Los resultados no se han hecho esperar, puesto que número de visualizaciones de vídeo en las redes sociales de la ACB creció un 61,8% interanual, hasta 142,5 millones, durante 2018-2019. En clave televisiva, la ACB y la Copa del Rey también mejoraron sus métricas, con una audiencia acumulada en directo de 8,3 millones de personas en 2018-2019, un 24,5% más según Kantar Media.

 

En cuanto a la asistencia, hasta noviembre la competición había mejorado su registro un 7% interanual, y en ese incremento está teniendo un impacto notable el regreso de Bilbao Basket a la categoría de oro, así como las aficiones de San Pablo Burgos y Casademont Zaragoza.
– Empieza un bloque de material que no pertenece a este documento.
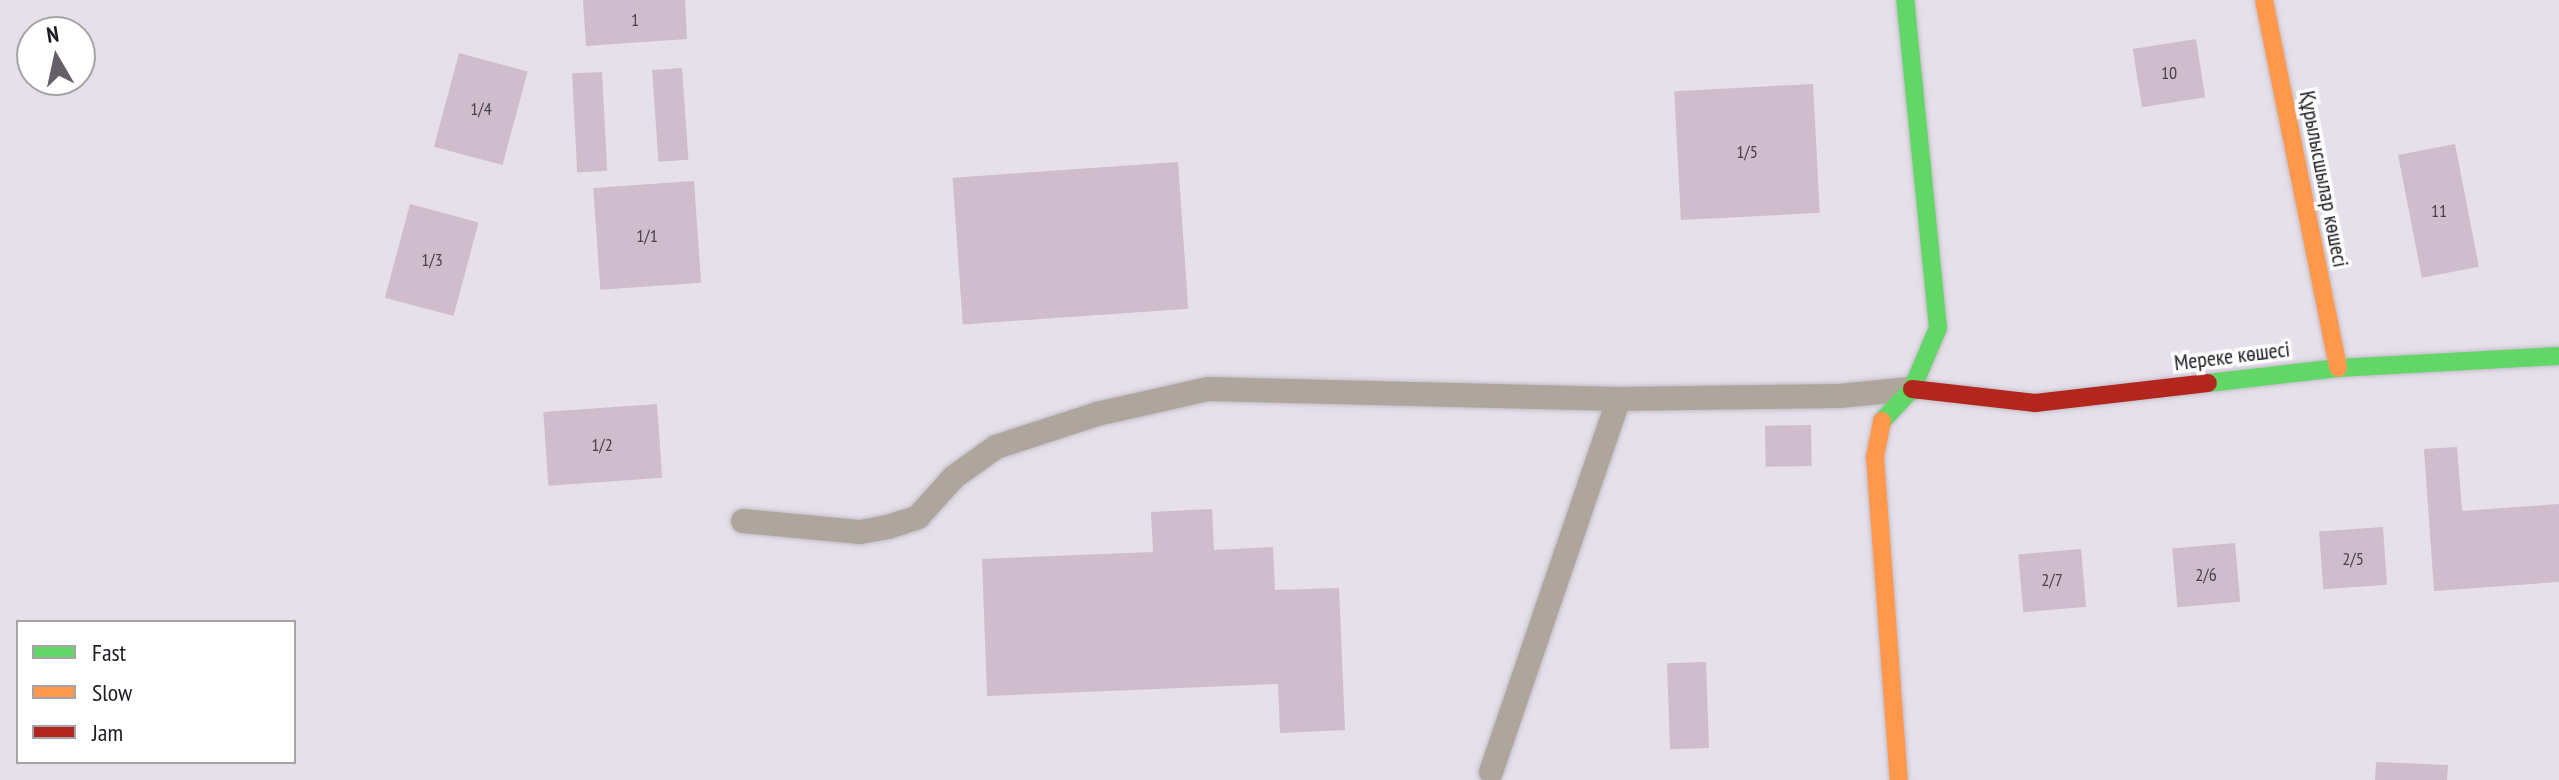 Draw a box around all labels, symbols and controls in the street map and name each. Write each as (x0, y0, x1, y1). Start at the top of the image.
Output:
house number: 1 (631, 9, 639, 31)
north arrow (16, 16, 96, 96)
text: N (44, 20, 61, 49)
house number: 10 (2161, 62, 2177, 84)
street label: Құрылысшылар көшесі (2294, 89, 2354, 269)
house number: 1/4 (470, 98, 492, 120)
house number: 1/5 (1736, 141, 1758, 163)
house number: 11 (2431, 200, 2447, 222)
house number: 1/1 (636, 225, 658, 247)
house number: 1/3 (421, 249, 443, 271)
street label: Мереке көшесі (2173, 336, 2291, 376)
house number: 1/2 (591, 434, 613, 456)
house number: 2/5 (2342, 548, 2364, 570)
house number: 2/6 (2195, 564, 2217, 586)
house number: 2/7 (2041, 569, 2063, 591)
legend (16, 620, 296, 764)
text: Fast (92, 637, 126, 668)
text: Slow (92, 677, 132, 708)
text: Jam (92, 717, 123, 748)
Pero si hay un equipo reconocido por su afición, ese es el Movistar Estudiantes, que al igual que el conjunto vizcaíno, no está pasando por su mejor momento en términos económicos.  Son dos equipos que fueron noticia en 2019 por proyectar dos ampliaciones de capital.

 

 

 

 

Movistar Estudiantes y Bilbao Basket buscan recursos entre sus accionistas

 

El club bilbaíno pactó en junio un convenio de pagos con sus acreedores que le permitió salir del concuso en el que se hallaba desde hacía un año. En paralelo, inició una ampliación de capital de 1,2 millones en la que sólo pueden participar los accionistas actuales. La situación de Movistar Estudiantes también es complicada, a pesar de que en 2011 salió del concurso de acreedores en el que entró un año.

 

Desde entonces, la entidad defiende haber cumplido con el calendario de pagos con la Agencia Tributaria, pero no por ello está atravesando un buen momento. A la crisis deportiva que le ha llevado a ser colista y que se ha agudizado por la marcha de uno de sus canteranos, Darío Brizuela, se suma la falta de estabilidad económica que ha llevado al club a lanzar una ampliación de capital de cinco millones de euros entre particulares, empresas e incluso administraciones públicas.

 

Es un proceso que empezó en diciembre y que espera cerrar en febrero de 2020, justo un año después de que levantara cerca de un millón de euros en otra ampliación de capital en la que se apoyó en sus accionistas y dio entrada a nuevos socio. “La continuidad de esta temporada está asegurada, pero si no somos capaces de conseguir esta ampliación, quizás la próxima temporada no podemos continuar o tenemos que cerrar la cantera”, advirtió Fernando Galindo, presidente del club.

 

Herbalife Gran Canaria es otro equipo que protagonizó titulares en 2019, ya que estuvo a punto de cambiar de manos con la entrada de un fondo de inversión estadounidense, una operación que finalmente frenó la firma de inversión. Desde el club defienden que quizás ha llegado el momento de dar entrada al capital privado, tras más de veinte años en manos del Cabildo de Gran Canaria.

 

Estas son algunas de las cuestiones que 2019 dejó pendientes de resolver, junto a la reducción de equipos de la ACB, una carta que algunos clubes están deseando lanzar al tapete y otros quieren descartar a toda costa, conscientes de que su continuidad en la élite del baloncesto español podría estar en peligro. Afrontar esta cuestión será uno de los retos de Antonio Martín en 2020.